Exercise details ▸
Search the listing below for the line containing "ctx.font = font". From there through the line containing "M784,610l22,7 -64,108 -2,46", transcribe every line exactly, both ends included.

══════

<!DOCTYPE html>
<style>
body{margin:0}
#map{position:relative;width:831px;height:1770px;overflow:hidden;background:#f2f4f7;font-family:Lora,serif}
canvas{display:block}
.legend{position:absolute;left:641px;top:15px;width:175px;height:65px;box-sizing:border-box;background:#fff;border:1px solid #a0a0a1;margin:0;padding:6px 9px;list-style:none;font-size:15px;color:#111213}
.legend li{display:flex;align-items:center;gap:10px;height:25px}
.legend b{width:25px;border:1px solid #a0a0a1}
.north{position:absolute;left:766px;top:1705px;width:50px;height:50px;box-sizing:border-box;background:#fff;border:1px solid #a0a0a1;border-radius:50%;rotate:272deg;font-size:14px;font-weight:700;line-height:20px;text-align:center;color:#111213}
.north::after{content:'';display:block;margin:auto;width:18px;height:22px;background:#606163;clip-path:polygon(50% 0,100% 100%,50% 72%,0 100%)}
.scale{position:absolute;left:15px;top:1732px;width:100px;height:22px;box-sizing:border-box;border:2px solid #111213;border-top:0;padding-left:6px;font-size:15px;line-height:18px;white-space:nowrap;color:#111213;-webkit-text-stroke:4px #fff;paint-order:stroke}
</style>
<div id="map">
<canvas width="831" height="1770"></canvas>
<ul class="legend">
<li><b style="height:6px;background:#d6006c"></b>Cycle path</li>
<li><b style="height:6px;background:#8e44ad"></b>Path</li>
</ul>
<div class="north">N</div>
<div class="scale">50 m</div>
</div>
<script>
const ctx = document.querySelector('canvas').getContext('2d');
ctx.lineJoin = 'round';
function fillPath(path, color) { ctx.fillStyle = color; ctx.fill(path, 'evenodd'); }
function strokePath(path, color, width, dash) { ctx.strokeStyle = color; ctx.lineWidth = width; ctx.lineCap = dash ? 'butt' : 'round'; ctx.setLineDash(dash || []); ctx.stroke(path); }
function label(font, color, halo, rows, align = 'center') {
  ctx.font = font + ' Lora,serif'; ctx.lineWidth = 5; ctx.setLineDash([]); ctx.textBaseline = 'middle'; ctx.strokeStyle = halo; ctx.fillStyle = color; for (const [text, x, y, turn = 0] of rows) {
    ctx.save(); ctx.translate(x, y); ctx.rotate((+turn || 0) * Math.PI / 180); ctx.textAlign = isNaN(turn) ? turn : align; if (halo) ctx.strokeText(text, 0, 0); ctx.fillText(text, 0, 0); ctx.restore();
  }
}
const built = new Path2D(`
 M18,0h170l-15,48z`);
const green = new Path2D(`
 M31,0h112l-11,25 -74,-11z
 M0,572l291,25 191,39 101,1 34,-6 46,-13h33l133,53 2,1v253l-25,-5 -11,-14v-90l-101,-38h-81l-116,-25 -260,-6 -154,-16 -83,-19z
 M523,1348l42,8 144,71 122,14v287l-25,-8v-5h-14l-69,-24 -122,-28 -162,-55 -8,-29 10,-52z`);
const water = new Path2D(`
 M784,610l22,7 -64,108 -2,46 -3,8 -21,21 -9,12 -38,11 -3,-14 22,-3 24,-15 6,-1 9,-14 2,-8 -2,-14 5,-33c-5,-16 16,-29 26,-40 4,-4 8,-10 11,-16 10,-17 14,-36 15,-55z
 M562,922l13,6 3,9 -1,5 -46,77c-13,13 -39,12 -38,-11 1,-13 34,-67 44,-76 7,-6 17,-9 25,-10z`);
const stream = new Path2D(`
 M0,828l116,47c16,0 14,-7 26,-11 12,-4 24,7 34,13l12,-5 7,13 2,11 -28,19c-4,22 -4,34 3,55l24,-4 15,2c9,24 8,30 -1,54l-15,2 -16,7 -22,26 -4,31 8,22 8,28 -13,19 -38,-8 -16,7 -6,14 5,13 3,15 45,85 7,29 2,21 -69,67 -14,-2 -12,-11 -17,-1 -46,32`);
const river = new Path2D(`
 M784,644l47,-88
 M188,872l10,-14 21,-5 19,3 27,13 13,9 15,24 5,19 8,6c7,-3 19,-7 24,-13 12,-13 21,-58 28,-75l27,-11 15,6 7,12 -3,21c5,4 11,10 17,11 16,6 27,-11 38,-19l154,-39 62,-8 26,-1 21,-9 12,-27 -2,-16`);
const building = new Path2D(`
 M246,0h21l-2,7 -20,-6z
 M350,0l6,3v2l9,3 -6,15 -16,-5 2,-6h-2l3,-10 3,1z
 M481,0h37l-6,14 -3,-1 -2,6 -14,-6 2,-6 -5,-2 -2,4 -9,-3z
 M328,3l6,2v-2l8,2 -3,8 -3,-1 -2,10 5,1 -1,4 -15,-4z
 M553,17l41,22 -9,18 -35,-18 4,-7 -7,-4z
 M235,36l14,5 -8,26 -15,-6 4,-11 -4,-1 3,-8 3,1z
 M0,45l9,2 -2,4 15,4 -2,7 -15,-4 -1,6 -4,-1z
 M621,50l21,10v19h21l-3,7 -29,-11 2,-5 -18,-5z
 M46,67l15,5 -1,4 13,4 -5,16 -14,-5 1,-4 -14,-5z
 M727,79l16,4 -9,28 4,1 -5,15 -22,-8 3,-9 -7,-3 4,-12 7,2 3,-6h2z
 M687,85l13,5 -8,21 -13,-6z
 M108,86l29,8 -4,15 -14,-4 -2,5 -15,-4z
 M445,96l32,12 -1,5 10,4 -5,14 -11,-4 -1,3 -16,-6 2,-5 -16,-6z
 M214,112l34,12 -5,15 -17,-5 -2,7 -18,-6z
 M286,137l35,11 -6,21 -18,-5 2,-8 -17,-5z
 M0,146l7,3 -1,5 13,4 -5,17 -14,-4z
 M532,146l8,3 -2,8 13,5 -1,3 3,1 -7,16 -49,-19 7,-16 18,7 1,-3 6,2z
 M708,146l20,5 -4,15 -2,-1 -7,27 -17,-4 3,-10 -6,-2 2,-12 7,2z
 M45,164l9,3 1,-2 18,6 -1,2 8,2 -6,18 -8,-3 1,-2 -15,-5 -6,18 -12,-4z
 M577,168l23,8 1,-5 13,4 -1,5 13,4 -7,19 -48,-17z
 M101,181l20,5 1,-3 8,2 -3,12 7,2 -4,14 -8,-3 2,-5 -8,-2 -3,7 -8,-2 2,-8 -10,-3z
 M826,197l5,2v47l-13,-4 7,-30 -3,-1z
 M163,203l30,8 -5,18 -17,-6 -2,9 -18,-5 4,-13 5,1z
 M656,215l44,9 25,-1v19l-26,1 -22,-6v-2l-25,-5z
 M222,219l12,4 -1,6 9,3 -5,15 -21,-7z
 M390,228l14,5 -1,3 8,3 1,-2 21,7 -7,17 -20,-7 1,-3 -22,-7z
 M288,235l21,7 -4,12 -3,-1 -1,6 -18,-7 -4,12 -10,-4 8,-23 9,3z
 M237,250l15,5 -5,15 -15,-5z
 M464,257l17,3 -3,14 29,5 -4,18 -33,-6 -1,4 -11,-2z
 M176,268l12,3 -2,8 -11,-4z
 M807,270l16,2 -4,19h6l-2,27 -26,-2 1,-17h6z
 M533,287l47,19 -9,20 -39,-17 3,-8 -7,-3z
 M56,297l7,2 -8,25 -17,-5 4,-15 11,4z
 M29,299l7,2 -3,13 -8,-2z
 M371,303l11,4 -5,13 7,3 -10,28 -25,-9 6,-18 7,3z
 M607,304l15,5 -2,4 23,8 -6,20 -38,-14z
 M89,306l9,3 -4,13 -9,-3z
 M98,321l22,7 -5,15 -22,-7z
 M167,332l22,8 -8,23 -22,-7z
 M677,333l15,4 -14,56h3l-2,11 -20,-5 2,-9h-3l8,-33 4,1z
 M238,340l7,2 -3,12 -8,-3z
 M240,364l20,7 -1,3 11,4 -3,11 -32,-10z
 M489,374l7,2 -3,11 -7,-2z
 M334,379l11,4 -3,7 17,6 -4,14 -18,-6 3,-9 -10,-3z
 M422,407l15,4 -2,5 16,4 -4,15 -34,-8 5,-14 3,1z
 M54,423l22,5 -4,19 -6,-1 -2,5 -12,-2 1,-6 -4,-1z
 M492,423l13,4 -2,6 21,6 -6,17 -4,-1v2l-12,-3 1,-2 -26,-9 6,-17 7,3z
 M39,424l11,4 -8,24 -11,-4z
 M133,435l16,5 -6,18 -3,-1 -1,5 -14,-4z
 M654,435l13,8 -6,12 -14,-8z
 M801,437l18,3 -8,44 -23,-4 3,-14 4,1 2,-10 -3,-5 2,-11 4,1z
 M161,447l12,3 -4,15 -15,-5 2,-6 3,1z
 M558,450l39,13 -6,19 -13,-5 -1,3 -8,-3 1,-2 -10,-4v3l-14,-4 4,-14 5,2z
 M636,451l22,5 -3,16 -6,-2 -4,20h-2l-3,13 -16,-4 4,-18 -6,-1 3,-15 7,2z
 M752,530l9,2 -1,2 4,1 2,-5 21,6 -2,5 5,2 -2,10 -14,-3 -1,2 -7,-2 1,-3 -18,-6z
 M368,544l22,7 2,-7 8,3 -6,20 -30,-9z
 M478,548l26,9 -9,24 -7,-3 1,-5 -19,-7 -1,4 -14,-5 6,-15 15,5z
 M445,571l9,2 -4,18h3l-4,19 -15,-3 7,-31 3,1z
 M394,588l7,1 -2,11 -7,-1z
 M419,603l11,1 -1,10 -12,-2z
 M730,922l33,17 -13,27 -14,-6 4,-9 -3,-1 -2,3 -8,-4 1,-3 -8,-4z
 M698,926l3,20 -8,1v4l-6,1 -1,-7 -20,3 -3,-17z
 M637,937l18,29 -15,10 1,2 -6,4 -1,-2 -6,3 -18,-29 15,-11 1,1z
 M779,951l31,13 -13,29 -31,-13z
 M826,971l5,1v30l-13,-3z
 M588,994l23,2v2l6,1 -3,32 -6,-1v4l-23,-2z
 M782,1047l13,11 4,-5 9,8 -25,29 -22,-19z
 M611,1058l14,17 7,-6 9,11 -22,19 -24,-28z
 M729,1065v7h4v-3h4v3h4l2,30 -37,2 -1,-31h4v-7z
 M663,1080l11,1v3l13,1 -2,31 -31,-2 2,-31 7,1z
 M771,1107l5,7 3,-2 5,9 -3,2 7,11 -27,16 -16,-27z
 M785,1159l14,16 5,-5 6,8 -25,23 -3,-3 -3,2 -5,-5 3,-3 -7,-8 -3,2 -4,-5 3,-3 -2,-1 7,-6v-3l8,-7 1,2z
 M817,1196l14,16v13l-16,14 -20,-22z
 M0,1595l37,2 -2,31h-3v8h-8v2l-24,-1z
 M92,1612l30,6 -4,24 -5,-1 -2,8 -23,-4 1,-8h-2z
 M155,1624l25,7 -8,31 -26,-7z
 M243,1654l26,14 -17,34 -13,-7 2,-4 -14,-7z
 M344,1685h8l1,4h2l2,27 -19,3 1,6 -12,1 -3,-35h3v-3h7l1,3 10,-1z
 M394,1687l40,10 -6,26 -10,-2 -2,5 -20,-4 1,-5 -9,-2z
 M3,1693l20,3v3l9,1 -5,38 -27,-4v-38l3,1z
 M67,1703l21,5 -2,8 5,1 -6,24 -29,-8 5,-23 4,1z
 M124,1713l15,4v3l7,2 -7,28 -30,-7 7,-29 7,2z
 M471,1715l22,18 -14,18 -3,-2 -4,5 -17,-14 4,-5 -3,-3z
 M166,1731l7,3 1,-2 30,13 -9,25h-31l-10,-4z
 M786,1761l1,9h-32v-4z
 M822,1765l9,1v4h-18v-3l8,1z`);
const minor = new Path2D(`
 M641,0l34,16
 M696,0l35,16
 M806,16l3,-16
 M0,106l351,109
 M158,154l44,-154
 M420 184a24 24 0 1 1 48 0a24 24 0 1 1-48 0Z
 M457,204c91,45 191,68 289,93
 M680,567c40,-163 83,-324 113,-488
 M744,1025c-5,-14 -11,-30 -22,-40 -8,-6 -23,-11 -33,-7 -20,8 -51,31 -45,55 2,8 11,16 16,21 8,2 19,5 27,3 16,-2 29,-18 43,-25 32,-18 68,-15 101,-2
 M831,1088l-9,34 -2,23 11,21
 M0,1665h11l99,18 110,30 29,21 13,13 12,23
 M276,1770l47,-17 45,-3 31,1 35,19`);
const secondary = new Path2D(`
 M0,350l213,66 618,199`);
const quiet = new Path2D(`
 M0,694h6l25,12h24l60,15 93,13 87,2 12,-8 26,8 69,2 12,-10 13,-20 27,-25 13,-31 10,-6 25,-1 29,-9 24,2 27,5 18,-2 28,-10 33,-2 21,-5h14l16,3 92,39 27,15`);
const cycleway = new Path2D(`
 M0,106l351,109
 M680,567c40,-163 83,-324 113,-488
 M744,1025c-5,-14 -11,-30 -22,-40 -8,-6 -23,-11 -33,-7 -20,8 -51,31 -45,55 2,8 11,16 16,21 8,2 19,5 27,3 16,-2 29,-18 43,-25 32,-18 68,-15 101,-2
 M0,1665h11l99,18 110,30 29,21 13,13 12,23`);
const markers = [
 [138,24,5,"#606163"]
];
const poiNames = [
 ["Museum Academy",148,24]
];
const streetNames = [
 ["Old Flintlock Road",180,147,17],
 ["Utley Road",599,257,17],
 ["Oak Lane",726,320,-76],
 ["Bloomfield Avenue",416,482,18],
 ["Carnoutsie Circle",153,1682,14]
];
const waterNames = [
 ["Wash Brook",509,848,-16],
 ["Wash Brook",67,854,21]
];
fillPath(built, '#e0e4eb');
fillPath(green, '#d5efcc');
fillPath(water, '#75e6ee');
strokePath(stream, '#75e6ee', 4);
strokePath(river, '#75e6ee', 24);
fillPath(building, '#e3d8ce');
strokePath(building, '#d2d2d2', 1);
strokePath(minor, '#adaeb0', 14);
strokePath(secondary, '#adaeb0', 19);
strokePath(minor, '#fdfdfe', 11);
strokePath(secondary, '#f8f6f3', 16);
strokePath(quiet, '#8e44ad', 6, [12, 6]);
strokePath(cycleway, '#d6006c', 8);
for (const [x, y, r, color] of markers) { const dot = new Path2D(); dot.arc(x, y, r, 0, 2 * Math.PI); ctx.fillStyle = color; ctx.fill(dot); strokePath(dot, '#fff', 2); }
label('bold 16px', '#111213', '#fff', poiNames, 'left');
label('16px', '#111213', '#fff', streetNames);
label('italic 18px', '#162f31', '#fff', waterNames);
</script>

══════

Problem solution ▸
  ctx.font = font + ' Lora,serif'; ctx.lineWidth = 5; ctx.setLineDash([]); ctx.textBaseline = 'middle'; ctx.strokeStyle = halo; ctx.fillStyle = color; for (const [text, x, y, turn = 0] of rows) {
    ctx.save(); ctx.translate(x, y); ctx.rotate((+turn || 0) * Math.PI / 180); ctx.textAlign = isNaN(turn) ? turn : align; if (halo) ctx.strokeText(text, 0, 0); ctx.fillText(text, 0, 0); ctx.restore();
  }
}
const built = new Path2D(`
 M18,0h170l-15,48z`);
const green = new Path2D(`
 M31,0h112l-11,25 -74,-11z
 M0,572l291,25 191,39 101,1 34,-6 46,-13h33l133,53 2,1v253l-25,-5 -11,-14v-90l-101,-38h-81l-116,-25 -260,-6 -154,-16 -83,-19z
 M523,1348l42,8 144,71 122,14v287l-25,-8v-5h-14l-69,-24 -122,-28 -162,-55 -8,-29 10,-52z`);
const water = new Path2D(`
 M784,610l22,7 -64,108 -2,46 -3,8 -21,21 -9,12 -38,11 -3,-14 22,-3 24,-15 6,-1 9,-14 2,-8 -2,-14 5,-33c-5,-16 16,-29 26,-40 4,-4 8,-10 11,-16 10,-17 14,-36 15,-55z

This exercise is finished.